Are you a victim? If you have been wronged or hurt then yes you are or were a victim. Most people have been a victim at some time in their life.

If you have been tormented, mocked, ridiculed, insulted, battered, judged, bullied, then you were a victim. This list is a good start but not all-inclusive.

What you do with this experience will determine how much you grow and become stronger. It is easier to remain a victim all of your life. Let me rephrase this, it is easier at first but will present problems in your life the longer you stay in the issue.

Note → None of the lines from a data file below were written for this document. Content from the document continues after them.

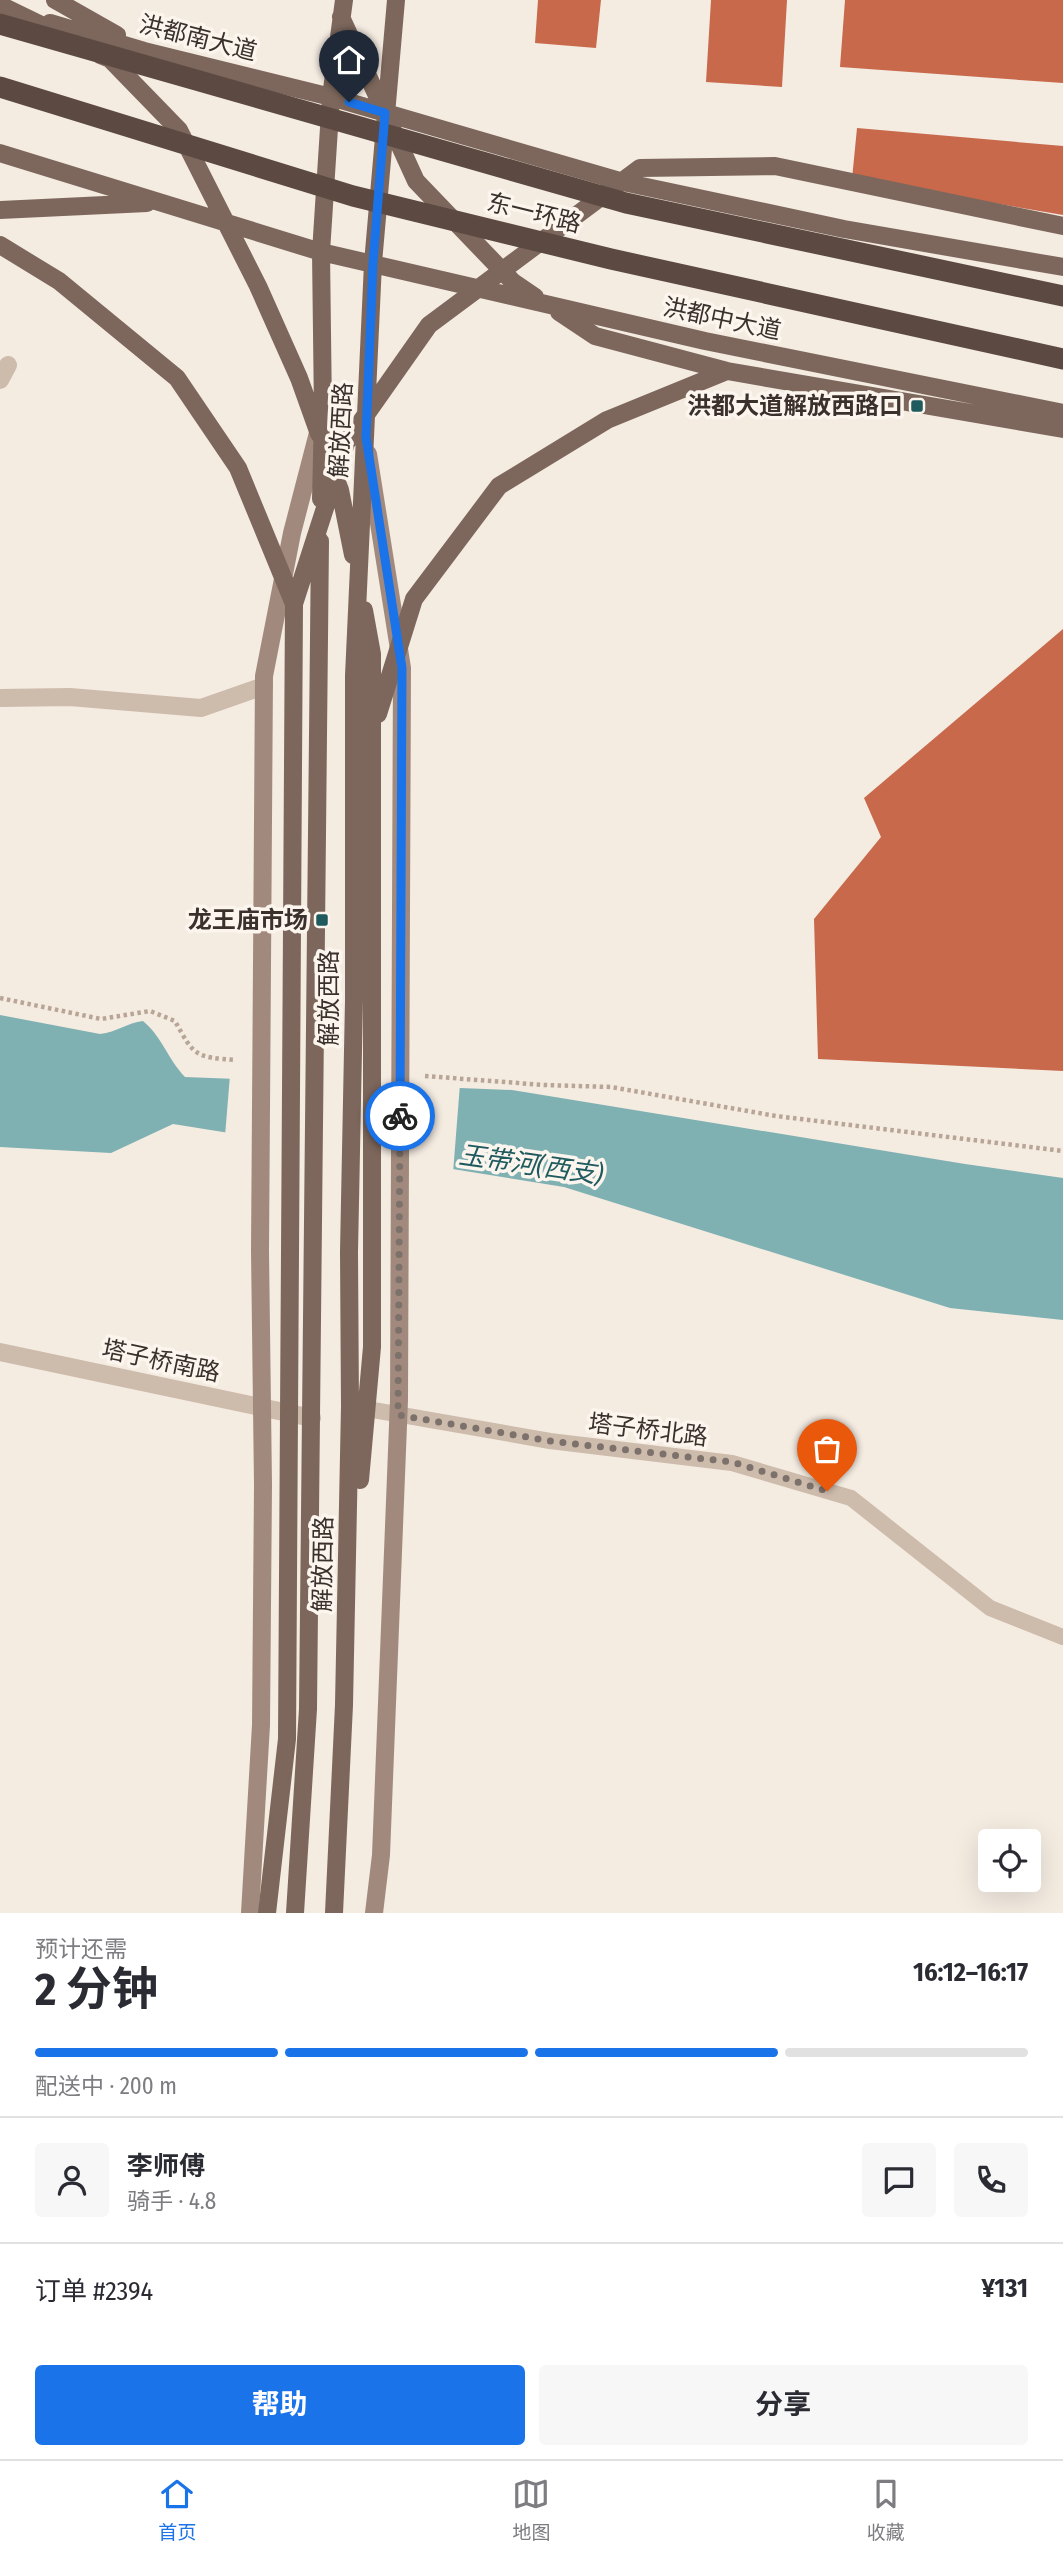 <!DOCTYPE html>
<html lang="zh">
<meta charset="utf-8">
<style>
body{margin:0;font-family:"Fira Sans Condensed","Noto Sans SC",sans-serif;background:#f7f7f7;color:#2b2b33;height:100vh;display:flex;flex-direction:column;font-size:26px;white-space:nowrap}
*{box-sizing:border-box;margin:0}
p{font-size:23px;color:#7c7c81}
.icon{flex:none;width:38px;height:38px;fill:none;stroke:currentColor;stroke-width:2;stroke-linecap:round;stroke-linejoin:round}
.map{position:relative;height:1913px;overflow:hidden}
.details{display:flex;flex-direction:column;background:#fff;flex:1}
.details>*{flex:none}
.fabs{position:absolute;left:978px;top:1829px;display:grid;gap:14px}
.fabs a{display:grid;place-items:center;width:63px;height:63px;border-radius:7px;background:#fff;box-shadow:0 7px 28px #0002;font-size:35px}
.pin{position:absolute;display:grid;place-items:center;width:60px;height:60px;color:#fff;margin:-72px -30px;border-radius:50% 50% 50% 0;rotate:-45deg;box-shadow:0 0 7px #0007}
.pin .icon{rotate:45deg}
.courier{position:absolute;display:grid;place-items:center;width:70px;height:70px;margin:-35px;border:5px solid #1a73e8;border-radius:50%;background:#fff;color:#222;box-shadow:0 2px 9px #0007}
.head em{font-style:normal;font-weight:700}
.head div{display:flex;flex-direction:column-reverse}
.head{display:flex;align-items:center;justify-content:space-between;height:119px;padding:0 35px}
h1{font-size:46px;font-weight:700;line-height:52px}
.bar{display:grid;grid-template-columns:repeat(4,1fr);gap:10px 7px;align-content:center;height:84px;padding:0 35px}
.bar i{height:9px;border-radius:5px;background:#e1e1e2}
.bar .active{background:#1a73e8}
.bar p{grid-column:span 4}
.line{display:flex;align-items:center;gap:18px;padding:0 35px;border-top:2px solid #e1e1e2}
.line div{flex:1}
.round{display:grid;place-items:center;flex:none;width:74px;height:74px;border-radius:7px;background:#f7f7f7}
.primary-button{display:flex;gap:14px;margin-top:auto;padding:14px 35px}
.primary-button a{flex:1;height:80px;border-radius:7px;background:#1a73e8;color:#fff;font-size:28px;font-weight:700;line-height:80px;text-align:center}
.primary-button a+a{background:#f7f7f7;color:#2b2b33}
.tabs{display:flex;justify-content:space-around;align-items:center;height:98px;border-top:2px solid #e1e1e2;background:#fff;font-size:19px;color:#7c7c81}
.tabs a{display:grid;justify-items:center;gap:4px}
.tabs .active{color:#1a73e8}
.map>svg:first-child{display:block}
.water{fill:#7fb0b2}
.pier{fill:#f4ebe1}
.building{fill:#c8694b}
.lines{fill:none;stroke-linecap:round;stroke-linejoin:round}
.path{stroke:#b9a596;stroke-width:4.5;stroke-dasharray:3.5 3.5;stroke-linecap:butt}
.lane{stroke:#cdbbac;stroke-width:16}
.street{stroke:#cdbbac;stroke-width:18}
.secondary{stroke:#a18a7d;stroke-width:18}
.primary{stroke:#7d675c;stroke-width:18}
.highway{stroke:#5c4a42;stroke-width:21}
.done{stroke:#7c716b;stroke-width:7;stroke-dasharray:0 12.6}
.route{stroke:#1a73e8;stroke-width:9}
.poi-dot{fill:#1f5a5e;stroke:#fbf5ee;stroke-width:2.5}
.labels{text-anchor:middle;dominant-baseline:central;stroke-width:7;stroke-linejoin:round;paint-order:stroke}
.street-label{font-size:24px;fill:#3b302b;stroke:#fbf5ee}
.poi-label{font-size:24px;font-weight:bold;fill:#3b302b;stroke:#fbf5ee;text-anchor:end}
.water-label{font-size:26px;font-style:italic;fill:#1f5a5e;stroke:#fbf5ee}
</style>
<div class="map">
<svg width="1063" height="1913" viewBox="0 0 1063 1913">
<rect width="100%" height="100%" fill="#f4ebe1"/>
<path class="water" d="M 0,1015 L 100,1034 C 117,1032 127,1023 143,1021 C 163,1038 167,1058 185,1077 L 512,1090 L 965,1164 L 1063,1178 L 1063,1320 L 950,1308 L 564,1187 L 173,1124 L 111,1153 L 0,1147 Z"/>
<path class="pier" d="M 230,1075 L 460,1084 L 453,1173 L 225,1136 Z"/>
<path class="building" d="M 538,0 L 601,0 L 596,48 L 535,43 Z
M 711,0 L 787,0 L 782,87 L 706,82 Z
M 845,0 L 1063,0 L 1063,83 L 840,67 Z
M 857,128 L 1063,146 L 1063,215 L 852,179 Z
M 1063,629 L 1063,1071 L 818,1059 L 814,919 L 881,837 L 864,798 Z"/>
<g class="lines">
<path class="path" d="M 0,998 L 101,1019 L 150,1011 L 175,1021 C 194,1056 195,1057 235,1060
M 425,1076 L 544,1085 L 611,1087 L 776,1116 L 1063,1151"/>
<path class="lane" d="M 356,1407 L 550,1441 L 732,1463 L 851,1498 L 990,1608 L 1063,1637"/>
<path class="street" d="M 0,380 L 8,365
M 0,698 L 70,697 L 201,708 L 264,686
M 0,1352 L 312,1418"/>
<path class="secondary" d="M 368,454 L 402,668 L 399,1400 L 381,1855 L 374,1913
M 250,1913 L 261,1725 L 263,1485 L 260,1251 L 264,676 L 292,533 L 319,429"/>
<path class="primary" d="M 55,0 L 117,35
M 0,5 L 60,34
M 341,17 L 416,181 L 513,282 L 535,297
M 50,23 L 144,51 L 331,97 L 623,182 L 844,229 L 1063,267
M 100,55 L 110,59 L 179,130 L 258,286 L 299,378 L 319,434
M 0,153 L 321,252 L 705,341 L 1063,413
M 0,210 L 147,203
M 0,245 L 59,281 L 177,378 L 238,468 L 294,604
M 559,312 L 595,336 L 727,371 L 1063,429
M 335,477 L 340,490 L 353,555
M 321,499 L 323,413 L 321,252 L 331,97 L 344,0
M 378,714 L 414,599 L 499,486 L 607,420 L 727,371
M 360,1480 L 372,1347 L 372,654 L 364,610
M 267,1913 L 287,1739 L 294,604 L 346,443 L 429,325 L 640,168 L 775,166 L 1063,226
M 295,1913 L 308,1709 L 320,541
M 334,1913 L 344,1705 L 350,1406 L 349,1252 L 354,1000 L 354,676 L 373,263 L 396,0"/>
<path class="highway" d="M 0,24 L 626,203 L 1063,296
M 0,87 L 353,196 L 611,259 L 1063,359"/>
</g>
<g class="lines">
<path class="done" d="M 400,1116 L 398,1415 L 550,1441 L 732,1462 L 827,1491"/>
<path class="route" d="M 349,102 L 385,113 L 373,263 L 366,437 L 402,668 L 400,1116"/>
</g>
<g class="poi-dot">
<rect x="910" y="399" width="14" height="14" rx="3.5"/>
<rect x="315" y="913" width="14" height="14" rx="3.5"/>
</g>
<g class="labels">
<g class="street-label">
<text transform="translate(198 38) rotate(14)">洪都南大道</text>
<text transform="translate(534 213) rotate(14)">东一环路</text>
<text transform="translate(722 319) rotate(12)">洪都中大道</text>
<text transform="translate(341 430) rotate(-87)">解放西路</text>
<text transform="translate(329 998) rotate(-90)">解放西路</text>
<text transform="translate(161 1361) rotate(12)">塔子桥南路</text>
<text transform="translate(648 1430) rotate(7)">塔子桥北路</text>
<text transform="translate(323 1564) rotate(-89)">解放西路</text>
</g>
<g class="poi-label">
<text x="903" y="406">洪都大道解放西路口</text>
<text x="308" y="920">龙王庙市场</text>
</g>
<g class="water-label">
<text transform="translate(531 1165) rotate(8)">玉带河(西支)</text>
</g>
</g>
</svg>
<div class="fabs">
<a><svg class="icon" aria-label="locate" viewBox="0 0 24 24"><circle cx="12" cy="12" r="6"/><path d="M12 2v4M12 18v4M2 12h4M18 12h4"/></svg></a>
</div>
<div class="pin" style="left:827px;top:1491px;background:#ea580c"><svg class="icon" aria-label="bag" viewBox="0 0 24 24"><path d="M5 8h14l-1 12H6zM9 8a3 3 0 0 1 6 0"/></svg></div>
<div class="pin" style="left:349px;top:102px;background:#1f2937"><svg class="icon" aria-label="home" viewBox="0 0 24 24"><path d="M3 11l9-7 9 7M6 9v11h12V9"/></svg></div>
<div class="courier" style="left:400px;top:1116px"><svg class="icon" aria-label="bike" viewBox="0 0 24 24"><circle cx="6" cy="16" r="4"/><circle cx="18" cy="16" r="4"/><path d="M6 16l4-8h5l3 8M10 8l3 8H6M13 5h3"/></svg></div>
</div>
<section class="details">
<div class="head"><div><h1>2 分钟</h1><p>预计还需</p></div><em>16:12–16:17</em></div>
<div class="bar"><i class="active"></i><i class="active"></i><i class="active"></i><i></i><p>配送中 · 200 m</p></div>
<div class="line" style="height:126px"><a class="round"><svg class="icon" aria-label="person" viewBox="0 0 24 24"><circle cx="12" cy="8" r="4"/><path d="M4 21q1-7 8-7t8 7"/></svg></a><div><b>李师傅</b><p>骑手 · 4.8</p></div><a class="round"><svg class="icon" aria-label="chat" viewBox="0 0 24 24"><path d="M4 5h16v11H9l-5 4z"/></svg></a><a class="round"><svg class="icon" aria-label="phone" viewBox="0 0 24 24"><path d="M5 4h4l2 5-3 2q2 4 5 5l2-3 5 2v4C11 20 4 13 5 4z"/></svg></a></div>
<div class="line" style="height:91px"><div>订单 #2394</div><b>¥131</b></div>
<div class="primary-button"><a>帮助</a><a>分享</a></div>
</section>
<nav class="tabs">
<a class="active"><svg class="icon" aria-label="home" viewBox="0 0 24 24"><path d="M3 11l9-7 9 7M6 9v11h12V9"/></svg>首页</a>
<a><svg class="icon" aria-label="map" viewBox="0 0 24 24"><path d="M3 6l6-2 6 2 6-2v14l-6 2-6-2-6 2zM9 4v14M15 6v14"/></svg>地图</a>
<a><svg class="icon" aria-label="saved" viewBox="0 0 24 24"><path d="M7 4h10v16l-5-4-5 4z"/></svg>收藏</a>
</nav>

When you decide to continue the problem thought process, you may believe you are hurting the other person. Or you may feel that what you went through was so horrendous that if you let go of it, you will forget and it will happen again. Or you may believe that you get benefits from the attention you receive from the incident.

The list can go on and on, but the point is many believe they have been hurt and have the right to keep bringing it up. And if this is what you want, then you do have the right to do whatever you want with your pain.

But what if you were to work through this torment or abuse and learn from it? What if you can smile again and be happy? Happiness is not dependent on what others do around you it is directly related to your thought process.

You can be a victor by realizing you are making yourself miserable. This sentence may be harsh, but I have done this first hand. I was hurt more times than I can count. I wanted to hold tight to the pain. I felt the pain helped to keep me safe. I didn’t have to confront my self-issues if I kept my miserable existence right in front of me all the time.

I was living a dismal life. I wanted more from life than what I had experienced. I had to decide to let go and change my thinking or allow myself to walk through my world faced with a depressing future.

Becoming a victor has to be a conscious decision made by you. Changing your thinking is a continual process that takes effort. You have to build the belief in yourself. Believe that you are good enough. And no longer allow the past to cause you pain today.

Wash your brain on the positive side of life. I did this with the scripture, with positive self-affirmations and help from others. You may have a way that works well for you.

You will need to change the negative thought process that you are the cause and the reason you were hurt. You did not cause the attack on yourself. No, not even by your actions or your choices. You were a victim, but you are now a victor.

When you start believing in yourself, you can know that you are worthy. What happened did not change your worth it only put a dent in how you feel about it. You are just as good as the person beside you. You are just as incredible as you were the day you were born.

All of the work you are going to put into yourself is worth every second of your glorious life. Now you believe in yourself, and you believe you are worthy.

It is time to celebrate your success. You are a champion of your life. You are a victor and an overcomer. You are in control of your happiness.

I make this sound so easy. It is not. It is a constant process of change and growth. You will have setbacks. But you have to see the pattern of how to grow as a simple outline to hold tight to the outcome.

It will be hard work but will become evident in your life. People around you will react to you differently. You will see the sun as bigger and brighter.

You are a victor and in control of your happiness.